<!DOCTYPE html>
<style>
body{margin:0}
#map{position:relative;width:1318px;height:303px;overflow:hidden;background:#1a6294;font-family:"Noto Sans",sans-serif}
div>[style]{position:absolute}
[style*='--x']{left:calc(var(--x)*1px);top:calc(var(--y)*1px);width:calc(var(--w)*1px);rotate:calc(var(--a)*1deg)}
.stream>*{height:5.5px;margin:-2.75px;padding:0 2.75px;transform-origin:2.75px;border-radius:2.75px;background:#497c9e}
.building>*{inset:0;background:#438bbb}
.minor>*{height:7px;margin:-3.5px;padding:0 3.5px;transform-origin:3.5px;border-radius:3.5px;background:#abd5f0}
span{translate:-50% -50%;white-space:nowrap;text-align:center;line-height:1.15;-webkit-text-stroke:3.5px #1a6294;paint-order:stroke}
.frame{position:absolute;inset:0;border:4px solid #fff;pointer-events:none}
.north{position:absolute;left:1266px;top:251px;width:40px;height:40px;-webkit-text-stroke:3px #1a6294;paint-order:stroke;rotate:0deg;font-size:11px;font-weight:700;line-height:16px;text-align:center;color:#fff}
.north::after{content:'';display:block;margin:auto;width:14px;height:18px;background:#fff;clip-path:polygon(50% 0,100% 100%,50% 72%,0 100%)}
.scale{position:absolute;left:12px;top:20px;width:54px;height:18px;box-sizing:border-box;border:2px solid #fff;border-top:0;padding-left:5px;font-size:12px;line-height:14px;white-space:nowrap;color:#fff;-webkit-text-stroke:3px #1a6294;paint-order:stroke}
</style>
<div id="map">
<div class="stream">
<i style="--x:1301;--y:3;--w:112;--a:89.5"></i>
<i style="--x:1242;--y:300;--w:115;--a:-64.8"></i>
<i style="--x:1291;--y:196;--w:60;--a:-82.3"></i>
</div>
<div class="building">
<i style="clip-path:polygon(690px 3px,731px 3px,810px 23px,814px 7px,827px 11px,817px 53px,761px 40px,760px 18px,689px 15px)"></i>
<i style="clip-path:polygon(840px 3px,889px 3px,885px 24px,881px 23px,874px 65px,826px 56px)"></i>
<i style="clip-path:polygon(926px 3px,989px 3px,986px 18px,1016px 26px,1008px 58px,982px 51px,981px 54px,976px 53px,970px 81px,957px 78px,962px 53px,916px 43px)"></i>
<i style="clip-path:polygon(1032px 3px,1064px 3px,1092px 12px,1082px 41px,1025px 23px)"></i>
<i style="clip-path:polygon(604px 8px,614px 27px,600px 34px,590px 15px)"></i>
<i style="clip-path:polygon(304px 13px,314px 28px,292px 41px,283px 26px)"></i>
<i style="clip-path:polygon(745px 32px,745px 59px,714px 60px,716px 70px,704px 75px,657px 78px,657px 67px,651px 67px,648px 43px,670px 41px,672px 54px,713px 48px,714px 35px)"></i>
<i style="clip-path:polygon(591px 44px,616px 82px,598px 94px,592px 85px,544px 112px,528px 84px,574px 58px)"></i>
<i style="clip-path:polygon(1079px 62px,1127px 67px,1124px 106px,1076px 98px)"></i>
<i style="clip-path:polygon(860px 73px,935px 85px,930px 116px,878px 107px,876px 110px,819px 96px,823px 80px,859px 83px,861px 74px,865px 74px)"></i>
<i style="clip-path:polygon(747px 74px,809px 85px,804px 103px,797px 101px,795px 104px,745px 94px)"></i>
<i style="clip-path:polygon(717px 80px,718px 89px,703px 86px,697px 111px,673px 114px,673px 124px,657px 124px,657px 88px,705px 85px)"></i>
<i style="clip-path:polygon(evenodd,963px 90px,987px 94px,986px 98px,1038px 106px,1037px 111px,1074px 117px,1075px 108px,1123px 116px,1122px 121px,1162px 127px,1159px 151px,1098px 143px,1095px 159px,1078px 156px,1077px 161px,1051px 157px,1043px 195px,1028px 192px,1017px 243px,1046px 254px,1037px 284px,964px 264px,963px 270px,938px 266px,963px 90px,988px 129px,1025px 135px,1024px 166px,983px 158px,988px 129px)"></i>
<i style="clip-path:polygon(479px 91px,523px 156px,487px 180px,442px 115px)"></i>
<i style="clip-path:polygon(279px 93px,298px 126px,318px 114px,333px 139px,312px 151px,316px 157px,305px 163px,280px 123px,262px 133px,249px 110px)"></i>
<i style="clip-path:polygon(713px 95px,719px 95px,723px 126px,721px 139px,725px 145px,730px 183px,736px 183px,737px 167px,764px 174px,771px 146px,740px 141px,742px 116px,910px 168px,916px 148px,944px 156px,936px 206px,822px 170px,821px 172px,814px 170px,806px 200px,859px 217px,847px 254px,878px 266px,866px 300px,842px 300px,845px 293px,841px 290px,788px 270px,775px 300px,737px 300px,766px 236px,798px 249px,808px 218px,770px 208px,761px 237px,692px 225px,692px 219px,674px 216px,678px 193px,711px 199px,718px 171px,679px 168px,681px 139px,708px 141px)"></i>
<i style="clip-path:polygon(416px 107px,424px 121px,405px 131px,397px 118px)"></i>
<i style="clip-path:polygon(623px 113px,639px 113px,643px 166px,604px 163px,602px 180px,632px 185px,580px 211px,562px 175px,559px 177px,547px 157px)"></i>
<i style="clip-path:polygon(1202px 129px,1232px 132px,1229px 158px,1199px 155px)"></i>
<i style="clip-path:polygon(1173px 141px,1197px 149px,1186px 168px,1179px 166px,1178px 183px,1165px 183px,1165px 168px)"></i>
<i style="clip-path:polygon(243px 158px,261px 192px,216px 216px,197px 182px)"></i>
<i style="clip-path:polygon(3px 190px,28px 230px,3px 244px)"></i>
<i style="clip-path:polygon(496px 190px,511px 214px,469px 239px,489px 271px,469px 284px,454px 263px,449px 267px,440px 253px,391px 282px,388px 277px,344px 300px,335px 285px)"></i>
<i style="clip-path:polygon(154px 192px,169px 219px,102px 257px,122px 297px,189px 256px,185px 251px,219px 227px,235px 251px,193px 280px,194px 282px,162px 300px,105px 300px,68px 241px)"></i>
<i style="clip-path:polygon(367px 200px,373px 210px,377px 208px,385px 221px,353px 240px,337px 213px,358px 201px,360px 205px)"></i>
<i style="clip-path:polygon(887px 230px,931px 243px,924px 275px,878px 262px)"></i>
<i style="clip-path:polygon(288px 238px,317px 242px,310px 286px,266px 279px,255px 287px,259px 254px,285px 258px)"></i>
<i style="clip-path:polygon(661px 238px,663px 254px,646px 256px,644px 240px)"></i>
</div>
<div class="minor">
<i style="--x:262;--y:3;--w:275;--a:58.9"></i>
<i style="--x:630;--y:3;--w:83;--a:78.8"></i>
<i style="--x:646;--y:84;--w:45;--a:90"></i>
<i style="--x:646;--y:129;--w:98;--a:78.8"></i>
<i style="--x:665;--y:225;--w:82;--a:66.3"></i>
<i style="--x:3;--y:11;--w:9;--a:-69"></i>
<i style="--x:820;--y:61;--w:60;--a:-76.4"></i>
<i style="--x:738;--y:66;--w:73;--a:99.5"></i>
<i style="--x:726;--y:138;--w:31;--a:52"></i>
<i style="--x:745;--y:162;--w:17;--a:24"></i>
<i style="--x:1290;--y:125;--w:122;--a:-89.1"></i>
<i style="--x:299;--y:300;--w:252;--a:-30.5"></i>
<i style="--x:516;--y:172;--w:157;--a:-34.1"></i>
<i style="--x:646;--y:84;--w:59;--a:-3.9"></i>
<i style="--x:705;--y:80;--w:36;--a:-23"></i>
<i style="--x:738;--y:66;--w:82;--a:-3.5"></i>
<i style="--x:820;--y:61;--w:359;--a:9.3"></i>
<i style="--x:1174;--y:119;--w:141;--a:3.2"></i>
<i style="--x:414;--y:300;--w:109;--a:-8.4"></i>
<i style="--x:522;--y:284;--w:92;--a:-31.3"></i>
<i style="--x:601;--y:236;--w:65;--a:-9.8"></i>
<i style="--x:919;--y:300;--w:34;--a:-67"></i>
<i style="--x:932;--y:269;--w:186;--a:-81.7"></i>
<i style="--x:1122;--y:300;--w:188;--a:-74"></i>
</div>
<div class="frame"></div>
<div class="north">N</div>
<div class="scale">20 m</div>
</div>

* **PROBLEM DETAILS**
Whenever the word "stream" shows up in a line above, copy that line.

* **REPLY TO THE TASK**
.stream>*{height:5.5px;margin:-2.75px;padding:0 2.75px;transform-origin:2.75px;border-radius:2.75px;background:#497c9e}
<div class="stream">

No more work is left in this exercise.